Collected data
********
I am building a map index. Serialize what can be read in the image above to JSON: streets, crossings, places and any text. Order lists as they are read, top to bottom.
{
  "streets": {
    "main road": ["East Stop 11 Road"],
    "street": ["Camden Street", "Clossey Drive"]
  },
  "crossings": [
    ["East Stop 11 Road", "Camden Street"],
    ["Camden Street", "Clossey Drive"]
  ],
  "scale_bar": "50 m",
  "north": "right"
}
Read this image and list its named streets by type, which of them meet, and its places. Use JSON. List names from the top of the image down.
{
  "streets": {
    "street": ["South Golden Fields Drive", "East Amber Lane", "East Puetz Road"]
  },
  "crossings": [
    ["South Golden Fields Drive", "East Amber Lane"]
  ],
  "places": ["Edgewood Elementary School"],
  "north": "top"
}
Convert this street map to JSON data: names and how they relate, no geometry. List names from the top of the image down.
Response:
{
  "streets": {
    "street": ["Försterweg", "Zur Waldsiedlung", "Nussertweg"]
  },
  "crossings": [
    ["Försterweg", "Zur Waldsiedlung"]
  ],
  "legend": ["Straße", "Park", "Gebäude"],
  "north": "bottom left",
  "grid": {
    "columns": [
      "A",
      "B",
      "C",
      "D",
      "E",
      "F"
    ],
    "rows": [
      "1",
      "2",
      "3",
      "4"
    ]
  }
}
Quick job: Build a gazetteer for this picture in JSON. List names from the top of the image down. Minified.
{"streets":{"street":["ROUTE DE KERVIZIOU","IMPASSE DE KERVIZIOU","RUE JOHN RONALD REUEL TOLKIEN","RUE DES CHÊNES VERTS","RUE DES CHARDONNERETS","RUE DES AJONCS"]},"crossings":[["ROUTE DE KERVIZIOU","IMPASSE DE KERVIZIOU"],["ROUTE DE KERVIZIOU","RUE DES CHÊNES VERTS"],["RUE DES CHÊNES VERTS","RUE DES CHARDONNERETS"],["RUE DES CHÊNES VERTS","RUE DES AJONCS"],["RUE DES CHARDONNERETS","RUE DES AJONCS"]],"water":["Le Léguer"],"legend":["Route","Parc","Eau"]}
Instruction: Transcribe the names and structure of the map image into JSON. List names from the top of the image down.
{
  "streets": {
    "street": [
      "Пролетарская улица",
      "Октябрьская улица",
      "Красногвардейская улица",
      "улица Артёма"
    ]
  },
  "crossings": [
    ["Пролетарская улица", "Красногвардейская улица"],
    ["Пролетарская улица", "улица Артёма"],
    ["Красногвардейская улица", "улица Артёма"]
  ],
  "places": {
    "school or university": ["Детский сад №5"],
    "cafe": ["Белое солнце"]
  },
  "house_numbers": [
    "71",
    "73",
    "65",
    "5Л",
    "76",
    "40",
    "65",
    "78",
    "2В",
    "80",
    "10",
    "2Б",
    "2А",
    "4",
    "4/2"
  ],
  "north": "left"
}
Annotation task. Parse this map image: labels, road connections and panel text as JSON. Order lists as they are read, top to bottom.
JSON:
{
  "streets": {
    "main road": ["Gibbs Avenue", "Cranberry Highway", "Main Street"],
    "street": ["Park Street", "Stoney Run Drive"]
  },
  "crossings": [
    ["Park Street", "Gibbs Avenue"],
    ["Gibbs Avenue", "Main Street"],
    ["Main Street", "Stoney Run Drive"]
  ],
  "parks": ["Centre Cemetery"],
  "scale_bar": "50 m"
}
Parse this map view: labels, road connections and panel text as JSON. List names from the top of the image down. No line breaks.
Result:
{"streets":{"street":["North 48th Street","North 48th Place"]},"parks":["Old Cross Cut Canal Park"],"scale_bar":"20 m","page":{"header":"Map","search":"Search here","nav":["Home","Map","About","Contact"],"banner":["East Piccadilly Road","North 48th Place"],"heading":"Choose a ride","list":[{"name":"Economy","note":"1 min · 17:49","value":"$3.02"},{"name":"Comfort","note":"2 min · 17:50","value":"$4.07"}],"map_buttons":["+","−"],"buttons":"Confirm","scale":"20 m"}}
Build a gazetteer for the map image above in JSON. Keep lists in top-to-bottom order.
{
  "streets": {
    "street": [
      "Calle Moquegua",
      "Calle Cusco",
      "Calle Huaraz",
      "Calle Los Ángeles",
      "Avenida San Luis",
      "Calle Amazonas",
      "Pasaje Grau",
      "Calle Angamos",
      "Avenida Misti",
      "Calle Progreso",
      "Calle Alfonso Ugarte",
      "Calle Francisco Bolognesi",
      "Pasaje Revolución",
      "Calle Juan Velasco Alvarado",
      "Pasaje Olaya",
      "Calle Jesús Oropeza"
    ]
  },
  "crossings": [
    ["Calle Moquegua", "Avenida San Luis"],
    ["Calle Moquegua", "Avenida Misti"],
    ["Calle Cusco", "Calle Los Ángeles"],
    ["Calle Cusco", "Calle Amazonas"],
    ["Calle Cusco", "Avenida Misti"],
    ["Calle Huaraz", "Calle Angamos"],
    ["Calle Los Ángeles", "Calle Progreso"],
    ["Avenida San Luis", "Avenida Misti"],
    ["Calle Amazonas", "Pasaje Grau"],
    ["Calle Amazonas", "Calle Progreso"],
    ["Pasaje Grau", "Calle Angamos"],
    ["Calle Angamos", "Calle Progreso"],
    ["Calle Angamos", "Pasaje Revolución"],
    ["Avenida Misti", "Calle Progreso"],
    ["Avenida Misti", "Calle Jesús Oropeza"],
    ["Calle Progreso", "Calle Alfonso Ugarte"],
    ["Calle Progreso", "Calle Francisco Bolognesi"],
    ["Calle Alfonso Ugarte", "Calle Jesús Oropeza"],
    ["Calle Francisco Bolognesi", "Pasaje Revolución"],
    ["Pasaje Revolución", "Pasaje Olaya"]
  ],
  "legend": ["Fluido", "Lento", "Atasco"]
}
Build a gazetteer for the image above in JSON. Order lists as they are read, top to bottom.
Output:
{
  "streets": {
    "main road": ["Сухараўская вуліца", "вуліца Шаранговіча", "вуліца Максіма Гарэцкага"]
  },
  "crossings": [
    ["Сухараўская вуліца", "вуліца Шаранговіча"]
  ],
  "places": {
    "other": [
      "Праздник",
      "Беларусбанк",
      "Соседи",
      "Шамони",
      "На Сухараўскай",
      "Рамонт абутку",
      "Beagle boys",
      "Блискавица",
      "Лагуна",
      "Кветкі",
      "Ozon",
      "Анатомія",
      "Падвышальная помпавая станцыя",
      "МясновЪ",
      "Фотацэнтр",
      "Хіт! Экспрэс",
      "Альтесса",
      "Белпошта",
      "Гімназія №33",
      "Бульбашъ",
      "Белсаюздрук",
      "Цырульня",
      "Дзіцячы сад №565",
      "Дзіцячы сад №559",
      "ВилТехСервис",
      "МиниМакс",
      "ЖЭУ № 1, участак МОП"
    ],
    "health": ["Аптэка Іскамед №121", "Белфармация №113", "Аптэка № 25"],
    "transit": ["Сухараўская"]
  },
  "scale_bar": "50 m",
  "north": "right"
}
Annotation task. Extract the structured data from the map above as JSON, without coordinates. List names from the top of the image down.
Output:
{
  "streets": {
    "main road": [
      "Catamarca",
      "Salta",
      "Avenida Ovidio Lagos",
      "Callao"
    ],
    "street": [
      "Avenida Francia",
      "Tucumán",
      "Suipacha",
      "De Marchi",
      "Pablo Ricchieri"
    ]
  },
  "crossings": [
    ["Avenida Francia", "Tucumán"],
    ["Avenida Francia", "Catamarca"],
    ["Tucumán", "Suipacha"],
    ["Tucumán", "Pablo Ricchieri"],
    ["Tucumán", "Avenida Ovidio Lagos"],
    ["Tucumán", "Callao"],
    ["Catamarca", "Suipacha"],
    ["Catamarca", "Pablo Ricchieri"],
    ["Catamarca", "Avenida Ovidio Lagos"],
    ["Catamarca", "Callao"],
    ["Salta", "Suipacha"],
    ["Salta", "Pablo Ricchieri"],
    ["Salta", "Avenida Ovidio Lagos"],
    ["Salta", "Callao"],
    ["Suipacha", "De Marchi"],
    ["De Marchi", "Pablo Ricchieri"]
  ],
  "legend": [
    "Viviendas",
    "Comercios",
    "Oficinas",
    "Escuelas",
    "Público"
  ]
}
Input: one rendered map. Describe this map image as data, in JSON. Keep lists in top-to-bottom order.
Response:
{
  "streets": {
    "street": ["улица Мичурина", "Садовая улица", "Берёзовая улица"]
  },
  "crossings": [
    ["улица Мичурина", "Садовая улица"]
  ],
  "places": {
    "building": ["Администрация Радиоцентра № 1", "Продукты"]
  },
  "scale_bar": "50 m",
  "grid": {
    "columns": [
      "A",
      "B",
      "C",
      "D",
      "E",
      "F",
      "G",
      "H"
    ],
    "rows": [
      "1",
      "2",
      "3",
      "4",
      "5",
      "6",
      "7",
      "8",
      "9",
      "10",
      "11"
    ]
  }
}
********
BRIEF: Could you return the lines in the entries above that contain "labels"?

RESPONSE AREA:
Annotation task. Parse this map image: labels, road connections and panel text as JSON. Order lists as they are read, top to bottom.
Parse this map view: labels, road connections and panel text as JSON. List names from the top of the image down. No line breaks.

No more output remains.